Instantaneously, all of the words to the song came rushing back to me and without realizing what I was doing I began to sing along out loud. At the same time, I began drifting back to 1980- something. There I was back in my parents living room, sitting too close to the front of their large television set with the black cable box equipped with a manual channel changer tuned to MTV. I was infatuated with Steve Perry and mesmerized by the rest of the band in their blue jeans and 80’s styled hair. There I sat with my tape recorder, making sure everyone else in the house was quiet so that I could record this very song to my tape. For those few seconds, while previewing the song I was transported to a different time.
Suddenly and unexpectedly, I felt a tap on my shoulder. Startled I turned around. Standing behind me listening to my off key rendition of “Separate Ways” was my husband who asked me “what are you doing?” with a perplexed look on his face. I didn’t have to answer. Quickly, he realized from the look on my face that I had clearly been somewhere else. We both laughed.

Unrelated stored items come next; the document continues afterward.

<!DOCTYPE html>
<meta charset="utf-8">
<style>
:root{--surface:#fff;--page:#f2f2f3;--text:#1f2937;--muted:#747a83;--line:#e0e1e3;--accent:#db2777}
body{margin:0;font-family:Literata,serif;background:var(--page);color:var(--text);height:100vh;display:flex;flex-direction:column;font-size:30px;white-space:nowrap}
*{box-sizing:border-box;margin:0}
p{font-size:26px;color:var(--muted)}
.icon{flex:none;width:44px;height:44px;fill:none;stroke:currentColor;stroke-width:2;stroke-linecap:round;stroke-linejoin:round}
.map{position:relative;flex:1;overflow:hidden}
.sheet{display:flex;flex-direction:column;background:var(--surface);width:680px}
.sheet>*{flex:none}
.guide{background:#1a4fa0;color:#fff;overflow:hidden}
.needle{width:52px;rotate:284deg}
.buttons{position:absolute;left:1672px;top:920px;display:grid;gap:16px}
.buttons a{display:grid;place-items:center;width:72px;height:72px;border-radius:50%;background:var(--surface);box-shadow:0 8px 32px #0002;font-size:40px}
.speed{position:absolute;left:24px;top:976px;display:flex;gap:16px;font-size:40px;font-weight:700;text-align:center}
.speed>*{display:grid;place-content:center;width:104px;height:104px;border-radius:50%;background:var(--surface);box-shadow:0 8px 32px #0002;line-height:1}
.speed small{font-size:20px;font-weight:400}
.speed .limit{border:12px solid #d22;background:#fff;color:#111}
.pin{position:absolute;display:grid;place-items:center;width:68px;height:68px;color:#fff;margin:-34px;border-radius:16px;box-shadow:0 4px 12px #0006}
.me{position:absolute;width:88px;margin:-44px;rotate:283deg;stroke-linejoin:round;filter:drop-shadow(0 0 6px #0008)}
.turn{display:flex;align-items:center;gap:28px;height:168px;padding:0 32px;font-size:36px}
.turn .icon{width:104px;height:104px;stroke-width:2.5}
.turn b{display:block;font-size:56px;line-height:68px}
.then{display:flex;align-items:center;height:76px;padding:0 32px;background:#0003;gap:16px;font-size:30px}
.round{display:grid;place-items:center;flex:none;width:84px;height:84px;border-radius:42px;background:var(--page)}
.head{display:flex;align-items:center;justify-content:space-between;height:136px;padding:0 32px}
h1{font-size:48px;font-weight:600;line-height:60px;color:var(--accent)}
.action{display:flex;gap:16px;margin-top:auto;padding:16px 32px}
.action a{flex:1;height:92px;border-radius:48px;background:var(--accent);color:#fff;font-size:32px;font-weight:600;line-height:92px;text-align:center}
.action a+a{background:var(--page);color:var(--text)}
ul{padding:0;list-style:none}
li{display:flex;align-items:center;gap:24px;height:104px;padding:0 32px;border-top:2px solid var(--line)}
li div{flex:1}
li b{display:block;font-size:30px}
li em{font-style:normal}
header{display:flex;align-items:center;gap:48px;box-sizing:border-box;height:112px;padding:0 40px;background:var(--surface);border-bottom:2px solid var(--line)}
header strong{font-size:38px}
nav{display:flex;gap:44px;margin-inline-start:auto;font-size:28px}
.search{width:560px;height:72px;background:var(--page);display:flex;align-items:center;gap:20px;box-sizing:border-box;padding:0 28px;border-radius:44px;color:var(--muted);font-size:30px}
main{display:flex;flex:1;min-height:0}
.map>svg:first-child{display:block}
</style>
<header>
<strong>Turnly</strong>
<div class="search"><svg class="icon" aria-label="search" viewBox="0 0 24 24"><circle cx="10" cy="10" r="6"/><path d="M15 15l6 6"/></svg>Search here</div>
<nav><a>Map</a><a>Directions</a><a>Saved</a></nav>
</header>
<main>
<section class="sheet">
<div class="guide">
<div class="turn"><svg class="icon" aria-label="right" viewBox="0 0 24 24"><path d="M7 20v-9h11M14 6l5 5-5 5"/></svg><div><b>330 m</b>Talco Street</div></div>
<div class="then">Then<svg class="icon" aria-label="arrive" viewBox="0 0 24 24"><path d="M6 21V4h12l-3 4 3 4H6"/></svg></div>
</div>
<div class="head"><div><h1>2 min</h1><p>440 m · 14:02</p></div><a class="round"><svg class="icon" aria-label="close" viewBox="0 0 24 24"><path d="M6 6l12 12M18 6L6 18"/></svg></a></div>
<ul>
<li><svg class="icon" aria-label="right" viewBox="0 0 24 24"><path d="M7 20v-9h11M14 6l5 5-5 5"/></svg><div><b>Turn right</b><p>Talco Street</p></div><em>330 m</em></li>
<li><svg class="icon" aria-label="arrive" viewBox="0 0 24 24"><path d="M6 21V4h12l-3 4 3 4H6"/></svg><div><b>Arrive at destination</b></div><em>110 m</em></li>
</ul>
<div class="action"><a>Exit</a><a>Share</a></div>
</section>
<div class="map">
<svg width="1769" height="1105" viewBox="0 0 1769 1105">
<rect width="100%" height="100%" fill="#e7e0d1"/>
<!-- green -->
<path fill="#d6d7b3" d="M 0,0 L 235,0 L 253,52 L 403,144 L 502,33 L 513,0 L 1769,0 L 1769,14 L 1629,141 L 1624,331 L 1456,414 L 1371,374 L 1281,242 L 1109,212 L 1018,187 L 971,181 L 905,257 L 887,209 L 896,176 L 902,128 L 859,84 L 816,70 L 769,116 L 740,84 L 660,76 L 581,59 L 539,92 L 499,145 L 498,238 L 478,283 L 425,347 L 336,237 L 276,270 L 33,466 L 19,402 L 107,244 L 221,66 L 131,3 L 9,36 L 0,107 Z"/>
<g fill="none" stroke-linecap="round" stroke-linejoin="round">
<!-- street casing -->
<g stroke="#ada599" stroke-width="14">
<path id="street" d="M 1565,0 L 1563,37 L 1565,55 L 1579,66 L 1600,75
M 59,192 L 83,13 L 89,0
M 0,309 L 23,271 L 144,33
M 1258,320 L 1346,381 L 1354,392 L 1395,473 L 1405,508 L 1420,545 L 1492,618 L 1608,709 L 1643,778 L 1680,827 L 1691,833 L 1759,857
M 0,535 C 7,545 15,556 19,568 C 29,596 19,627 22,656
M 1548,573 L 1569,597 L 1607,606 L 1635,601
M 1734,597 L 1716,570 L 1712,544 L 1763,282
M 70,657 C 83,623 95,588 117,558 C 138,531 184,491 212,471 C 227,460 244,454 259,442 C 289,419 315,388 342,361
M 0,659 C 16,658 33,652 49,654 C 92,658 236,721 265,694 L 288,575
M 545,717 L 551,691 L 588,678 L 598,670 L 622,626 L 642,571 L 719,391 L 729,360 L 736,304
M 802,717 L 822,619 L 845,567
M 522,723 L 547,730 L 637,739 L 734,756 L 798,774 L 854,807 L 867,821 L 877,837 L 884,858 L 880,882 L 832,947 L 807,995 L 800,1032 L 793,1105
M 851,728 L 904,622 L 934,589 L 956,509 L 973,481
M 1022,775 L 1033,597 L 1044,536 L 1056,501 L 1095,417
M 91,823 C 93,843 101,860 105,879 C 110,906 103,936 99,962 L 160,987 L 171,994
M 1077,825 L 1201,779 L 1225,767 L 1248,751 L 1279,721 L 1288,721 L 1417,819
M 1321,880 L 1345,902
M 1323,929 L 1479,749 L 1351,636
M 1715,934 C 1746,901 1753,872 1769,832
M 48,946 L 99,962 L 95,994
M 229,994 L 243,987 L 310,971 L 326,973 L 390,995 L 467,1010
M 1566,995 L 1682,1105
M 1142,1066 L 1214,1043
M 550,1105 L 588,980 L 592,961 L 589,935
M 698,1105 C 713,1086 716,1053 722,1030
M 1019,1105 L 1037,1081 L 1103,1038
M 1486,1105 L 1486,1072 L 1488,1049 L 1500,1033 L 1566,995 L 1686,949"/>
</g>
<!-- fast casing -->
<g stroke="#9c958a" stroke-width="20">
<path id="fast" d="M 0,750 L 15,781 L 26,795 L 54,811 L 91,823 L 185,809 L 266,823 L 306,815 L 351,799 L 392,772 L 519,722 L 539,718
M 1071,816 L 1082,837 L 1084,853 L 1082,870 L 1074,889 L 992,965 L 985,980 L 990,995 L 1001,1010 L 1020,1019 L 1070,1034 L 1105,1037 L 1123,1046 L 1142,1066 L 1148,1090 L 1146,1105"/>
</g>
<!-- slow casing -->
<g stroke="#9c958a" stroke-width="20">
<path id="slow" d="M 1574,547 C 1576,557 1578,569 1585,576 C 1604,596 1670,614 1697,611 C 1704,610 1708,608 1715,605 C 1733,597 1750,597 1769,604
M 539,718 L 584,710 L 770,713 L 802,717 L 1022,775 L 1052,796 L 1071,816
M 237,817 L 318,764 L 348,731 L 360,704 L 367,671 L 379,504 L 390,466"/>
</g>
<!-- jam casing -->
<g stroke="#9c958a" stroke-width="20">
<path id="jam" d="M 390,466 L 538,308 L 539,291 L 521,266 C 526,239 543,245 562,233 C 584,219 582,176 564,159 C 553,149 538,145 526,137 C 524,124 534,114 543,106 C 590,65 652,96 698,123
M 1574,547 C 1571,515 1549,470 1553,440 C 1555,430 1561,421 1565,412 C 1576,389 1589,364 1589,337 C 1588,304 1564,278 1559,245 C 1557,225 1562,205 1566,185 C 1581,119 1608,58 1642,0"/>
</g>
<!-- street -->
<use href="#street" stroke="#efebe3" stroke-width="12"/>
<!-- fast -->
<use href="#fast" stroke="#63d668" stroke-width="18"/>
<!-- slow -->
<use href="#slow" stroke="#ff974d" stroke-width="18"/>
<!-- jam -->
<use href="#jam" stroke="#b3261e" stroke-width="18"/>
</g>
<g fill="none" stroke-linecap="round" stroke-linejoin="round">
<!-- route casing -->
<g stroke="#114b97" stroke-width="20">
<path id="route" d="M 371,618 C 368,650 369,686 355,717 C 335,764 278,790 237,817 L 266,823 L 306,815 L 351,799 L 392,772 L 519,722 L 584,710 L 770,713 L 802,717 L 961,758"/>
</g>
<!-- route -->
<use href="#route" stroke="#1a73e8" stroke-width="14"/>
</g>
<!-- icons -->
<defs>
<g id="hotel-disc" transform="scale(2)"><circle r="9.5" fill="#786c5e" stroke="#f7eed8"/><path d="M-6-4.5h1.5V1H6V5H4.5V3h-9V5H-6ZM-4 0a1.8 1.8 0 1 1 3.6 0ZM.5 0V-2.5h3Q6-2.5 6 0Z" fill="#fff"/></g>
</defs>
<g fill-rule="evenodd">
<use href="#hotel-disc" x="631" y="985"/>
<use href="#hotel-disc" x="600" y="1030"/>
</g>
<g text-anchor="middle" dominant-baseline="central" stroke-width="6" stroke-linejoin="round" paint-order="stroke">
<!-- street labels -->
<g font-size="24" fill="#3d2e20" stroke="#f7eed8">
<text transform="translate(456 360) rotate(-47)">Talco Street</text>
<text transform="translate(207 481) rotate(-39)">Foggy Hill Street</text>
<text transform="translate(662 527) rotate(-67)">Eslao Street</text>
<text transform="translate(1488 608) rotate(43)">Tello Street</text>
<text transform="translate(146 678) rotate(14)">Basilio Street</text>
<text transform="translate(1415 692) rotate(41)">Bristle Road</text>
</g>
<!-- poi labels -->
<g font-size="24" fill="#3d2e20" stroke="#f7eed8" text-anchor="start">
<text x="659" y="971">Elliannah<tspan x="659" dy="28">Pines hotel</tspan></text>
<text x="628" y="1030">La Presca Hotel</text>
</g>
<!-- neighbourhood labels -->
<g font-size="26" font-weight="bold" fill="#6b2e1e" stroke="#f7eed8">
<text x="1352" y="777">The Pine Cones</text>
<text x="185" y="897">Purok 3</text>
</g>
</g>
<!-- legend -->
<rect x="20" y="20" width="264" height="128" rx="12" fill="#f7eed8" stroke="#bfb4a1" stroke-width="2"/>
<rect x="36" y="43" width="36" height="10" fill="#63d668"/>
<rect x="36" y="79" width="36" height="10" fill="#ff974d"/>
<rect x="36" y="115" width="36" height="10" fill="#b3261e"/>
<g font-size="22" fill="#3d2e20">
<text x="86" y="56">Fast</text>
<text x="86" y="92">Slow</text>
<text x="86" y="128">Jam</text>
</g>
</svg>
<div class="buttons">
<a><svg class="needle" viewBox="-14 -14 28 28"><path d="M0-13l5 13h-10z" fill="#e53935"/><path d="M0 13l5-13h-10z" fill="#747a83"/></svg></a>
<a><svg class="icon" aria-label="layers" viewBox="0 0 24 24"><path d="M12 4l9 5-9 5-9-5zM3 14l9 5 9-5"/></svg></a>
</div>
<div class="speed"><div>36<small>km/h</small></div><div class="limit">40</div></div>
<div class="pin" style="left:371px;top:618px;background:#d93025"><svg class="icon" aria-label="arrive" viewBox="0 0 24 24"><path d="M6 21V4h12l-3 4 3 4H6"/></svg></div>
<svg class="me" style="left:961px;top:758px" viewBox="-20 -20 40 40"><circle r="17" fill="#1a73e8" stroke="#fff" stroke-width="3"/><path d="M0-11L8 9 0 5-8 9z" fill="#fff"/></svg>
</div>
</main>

This experience was a reminder of how quickly memories can surface while listening to music. I have found with my use of music during art studio sessions that memories tend to arise quickly with clients as well. Many discussions have taken place and art created from the music that has been played during these sessions. I have also witnessed Alzheimer and dementia patients who seem asleep and unresponsive tap and move their feet while listening to popular music from their generation. It’s magical every time I have seen this occur.
Music has so many purposes and at the same time it seems to leave a lasting impression.